Build Hungarian Medical-Event Record (EESZT egészségügyi esemény)
Skill: Convert a clinical encounter into an EESZT reportable medical event
Region: Hungary (Magyarország) Category: Health care Does: Takes a clinical encounter (examination, treatment, discharge, document) and assembles the medical-event / EHR record (egészségügyi esemény) for electronic submission to the EESZT (Elektronikus Egészségügyi Szolgáltatási Tér) — declaring the service provider, the patient, the event type and time, the relevant diagnosis (BNO) and procedure codes, and any attached health document. Spec: EESZT — medical-event / EHR submission interface (current EESZT version)
Healthcare providers must report medical events (egészségügyi esemény) to EESZT — encounters, examinations, treatments, hospital admissions/discharges, and the associated documents (e.g. discharge summary, lab result) — to build the patient's central health record (EHR). Events are reported per encounter, generally at or shortly after the point of care. Element names below follow the medical-event structure, not a verbatim XSD; the EESZT interface is versioned, so confirm the current release.
When this applies
- A provider records an outpatient/inpatient encounter, diagnostic result, or treatment that is reportable to EESZT.
- The event is reported at or near the time of care; documents (zárójelentés, lelet) are uploaded and linked to the event.
- Covers creation, correction, and revocation of an event, and document upload/replacement.
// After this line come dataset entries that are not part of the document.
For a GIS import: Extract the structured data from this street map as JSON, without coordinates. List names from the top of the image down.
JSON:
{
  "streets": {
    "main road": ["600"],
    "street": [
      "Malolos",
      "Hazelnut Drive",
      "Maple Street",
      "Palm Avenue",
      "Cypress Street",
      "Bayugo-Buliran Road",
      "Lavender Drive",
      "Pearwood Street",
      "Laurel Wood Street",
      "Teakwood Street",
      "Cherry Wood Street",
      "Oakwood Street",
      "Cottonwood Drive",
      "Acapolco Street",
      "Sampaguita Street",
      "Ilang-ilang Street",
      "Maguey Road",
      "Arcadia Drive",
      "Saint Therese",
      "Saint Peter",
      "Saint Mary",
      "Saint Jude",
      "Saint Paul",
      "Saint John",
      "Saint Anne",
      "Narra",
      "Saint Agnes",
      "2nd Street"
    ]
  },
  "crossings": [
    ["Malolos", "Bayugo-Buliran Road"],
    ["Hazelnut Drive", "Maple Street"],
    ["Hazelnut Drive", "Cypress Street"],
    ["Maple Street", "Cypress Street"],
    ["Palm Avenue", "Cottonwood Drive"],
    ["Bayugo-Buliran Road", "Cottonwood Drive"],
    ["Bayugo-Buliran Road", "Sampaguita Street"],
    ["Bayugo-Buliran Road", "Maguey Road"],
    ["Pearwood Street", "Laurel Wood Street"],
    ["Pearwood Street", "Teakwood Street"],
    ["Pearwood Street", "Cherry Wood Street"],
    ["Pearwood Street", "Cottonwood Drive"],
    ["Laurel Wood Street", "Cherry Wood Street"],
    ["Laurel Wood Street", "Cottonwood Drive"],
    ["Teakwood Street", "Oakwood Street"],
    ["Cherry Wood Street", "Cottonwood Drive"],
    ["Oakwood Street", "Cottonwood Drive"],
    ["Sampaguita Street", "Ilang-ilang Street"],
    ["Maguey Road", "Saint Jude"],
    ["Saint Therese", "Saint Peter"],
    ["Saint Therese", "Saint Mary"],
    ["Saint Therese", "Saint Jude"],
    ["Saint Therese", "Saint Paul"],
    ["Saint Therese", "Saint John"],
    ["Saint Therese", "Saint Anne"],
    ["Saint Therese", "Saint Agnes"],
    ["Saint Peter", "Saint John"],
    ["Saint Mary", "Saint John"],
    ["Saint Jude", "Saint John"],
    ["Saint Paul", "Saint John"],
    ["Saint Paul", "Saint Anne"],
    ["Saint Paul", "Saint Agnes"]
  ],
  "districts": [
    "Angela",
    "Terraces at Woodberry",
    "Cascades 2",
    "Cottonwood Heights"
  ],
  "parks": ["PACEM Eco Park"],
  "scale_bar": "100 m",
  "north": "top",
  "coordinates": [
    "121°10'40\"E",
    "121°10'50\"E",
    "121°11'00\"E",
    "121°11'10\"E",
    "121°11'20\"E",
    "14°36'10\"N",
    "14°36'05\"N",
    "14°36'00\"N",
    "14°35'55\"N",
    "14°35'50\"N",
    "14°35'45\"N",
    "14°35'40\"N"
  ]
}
Structure (medical event → record)
header event type (vizsgálat / ellátás / felvétel / elbocsátás / dokumentum),
event timestamp, institution/service-point id, software & interface version
patient TAJ (9-digit) or substitute id, name, birth data
clinical diagnosis code(s) (BNO / ICD), procedure/intervention codes,
department, attending physician (pecsétszám)
document attached health document(s) (type, identifier, content reference)
result EESZT event identifier
Data rules
- Patient identified by TAJ (or substitute); provider/department and attending physician (pecsétszám) identified per the institution register.
- Diagnosis coded with BNO (the Hungarian ICD coding) and procedures with the relevant intervention codes; the timestamp records when care occurred.
- Event type governs the record; corrections/revocations reference the original EESZT event identifier.
- Documents (e.g. discharge summary) are linked to the event; consent and access-control (self-rendelkezés) rules apply to who may read the record.
- This is a clinical record with sensitive health data — handle strictly per EESZT data-protection and access rules; no monetary settlement is computed here.
Worked example (outline)
header: type=ambuláns ellátás, time=2026-06-04T10:30, institution=<ID>, version=<current>
patient: TAJ=123456789, Kiss Anna
clinical: BNO=<kód>, procedure=<kód>, attending pecsétszám=12345
document: zárójelentés/ambuláns lap linked
result: EESZT event id=<assigned>
The event and its document are recorded in EESZT and become part of the patient's central EHR, readable subject to consent rules.
Validation checklist
- Current EESZT medical-event interface version used; event type and timestamp correct
- Patient identified by TAJ (or valid substitute); birth data consistent
- Institution/service-point and attending physician (pecsétszám) identified
- Diagnosis coded with BNO; procedure/intervention codes present
- Documents linked to the event with correct type/identifier
- Corrections/revocations reference the original EESZT event id
- Consent / access-control (self-rendelkezés) and sensitive-data handling respected
Last updated: 2026-06-04 — confirm the current schema/version, identifiers, rounding, and deadline against current authority (eeszt / e-egeszsegugy.gov.hu) guidance before use.